* [The task] All of the data below should be set down again verbatim, without any images.

* [Exercise data]
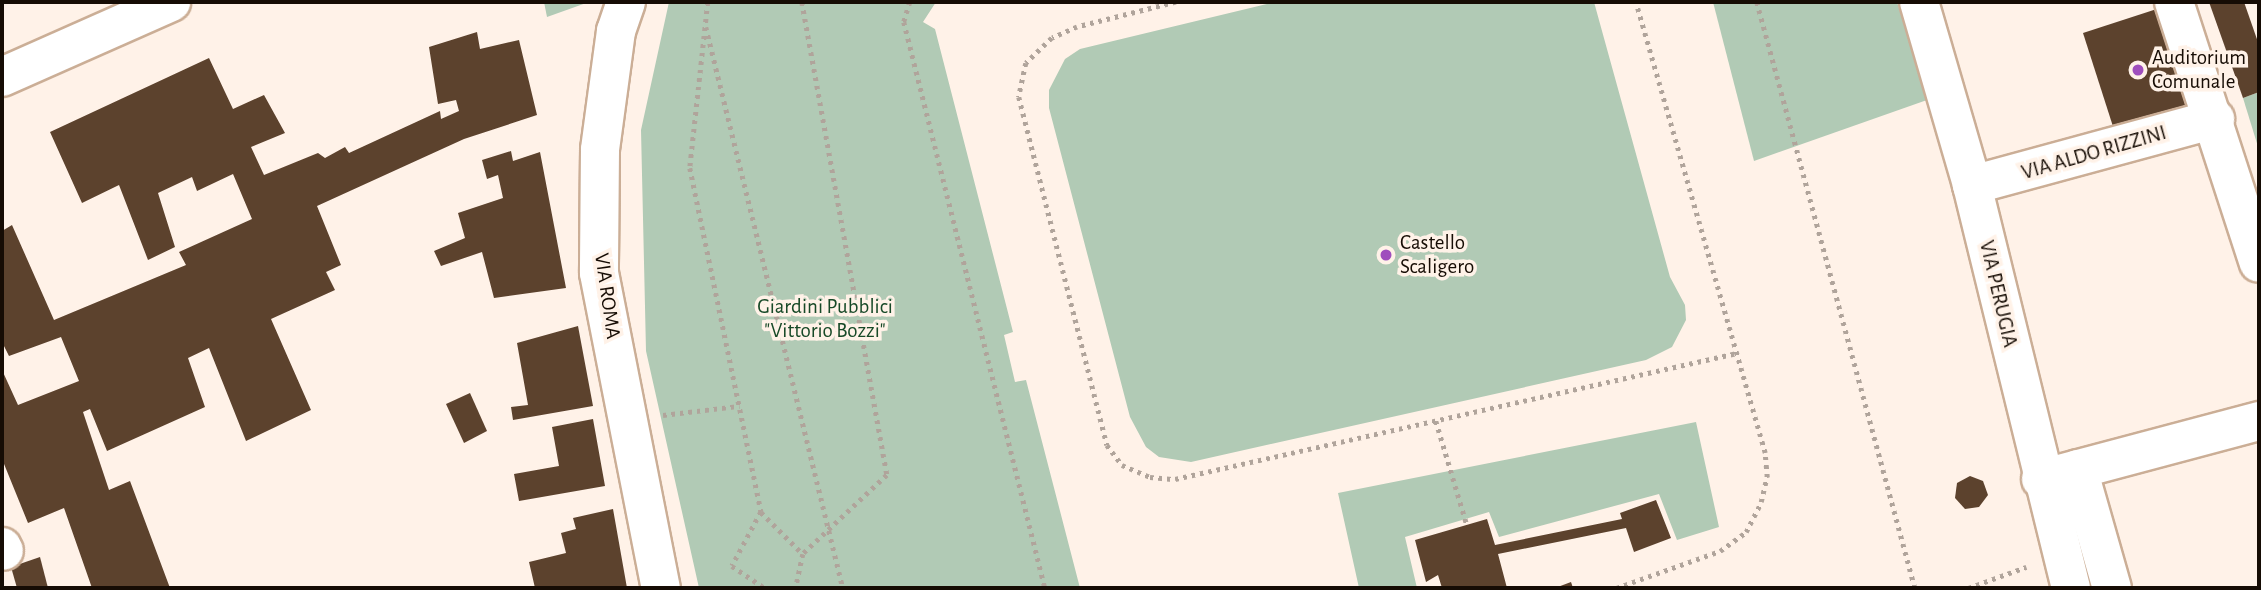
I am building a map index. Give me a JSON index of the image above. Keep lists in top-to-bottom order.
{
  "streets": {
    "street": ["VIA ALDO RIZZINI", "VIA PERUGIA", "VIA ROMA"]
  },
  "crossings": [
    ["VIA ALDO RIZZINI", "VIA PERUGIA"]
  ],
  "parks": ["Giardini Pubblici \"Vittorio Bozzi\""],
  "places": ["Auditorium Comunale", "Castello Scaligero"]
}
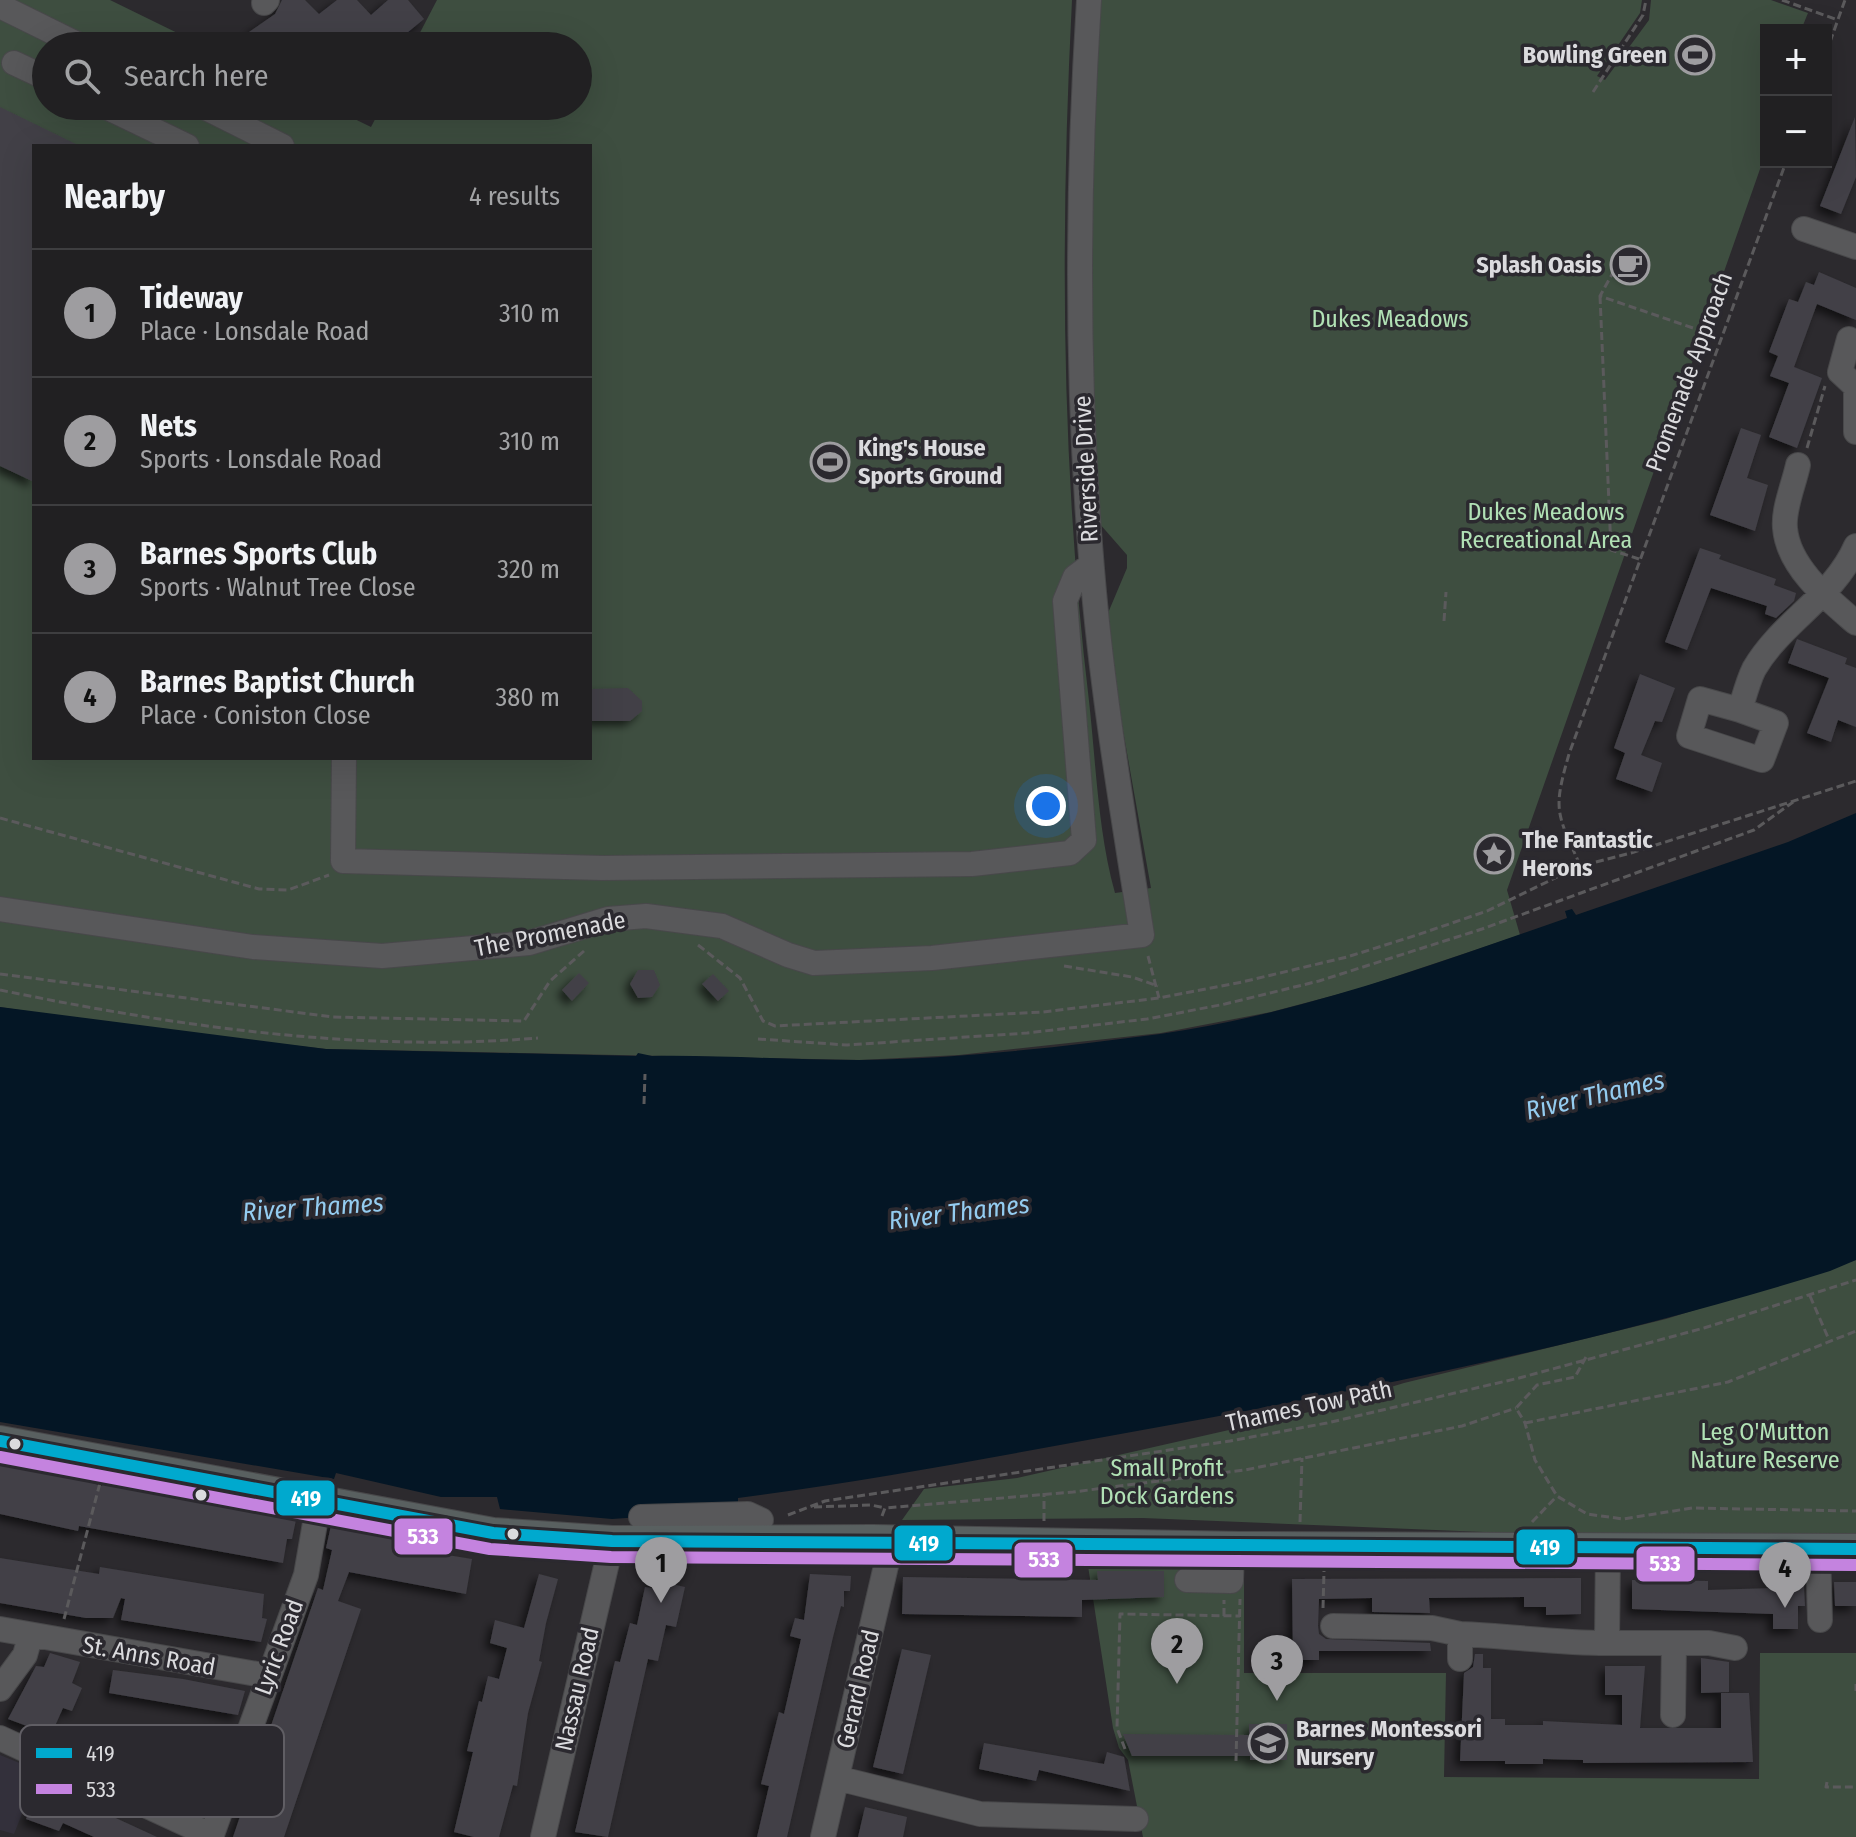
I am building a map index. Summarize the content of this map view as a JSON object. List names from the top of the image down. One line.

* [Response for this exercise]
I am building a map index. Give me a JSON index of the image above. Keep lists in top-to-bottom order.
{
  "streets": {
    "street": ["VIA ALDO RIZZINI", "VIA PERUGIA", "VIA ROMA"]
  },
  "crossings": [
    ["VIA ALDO RIZZINI", "VIA PERUGIA"]
  ],
  "parks": ["Giardini Pubblici \"Vittorio Bozzi\""],
  "places": ["Auditorium Comunale", "Castello Scaligero"]
}
I am building a map index. Summarize the content of this map view as a JSON object. List names from the top of the image down. One line.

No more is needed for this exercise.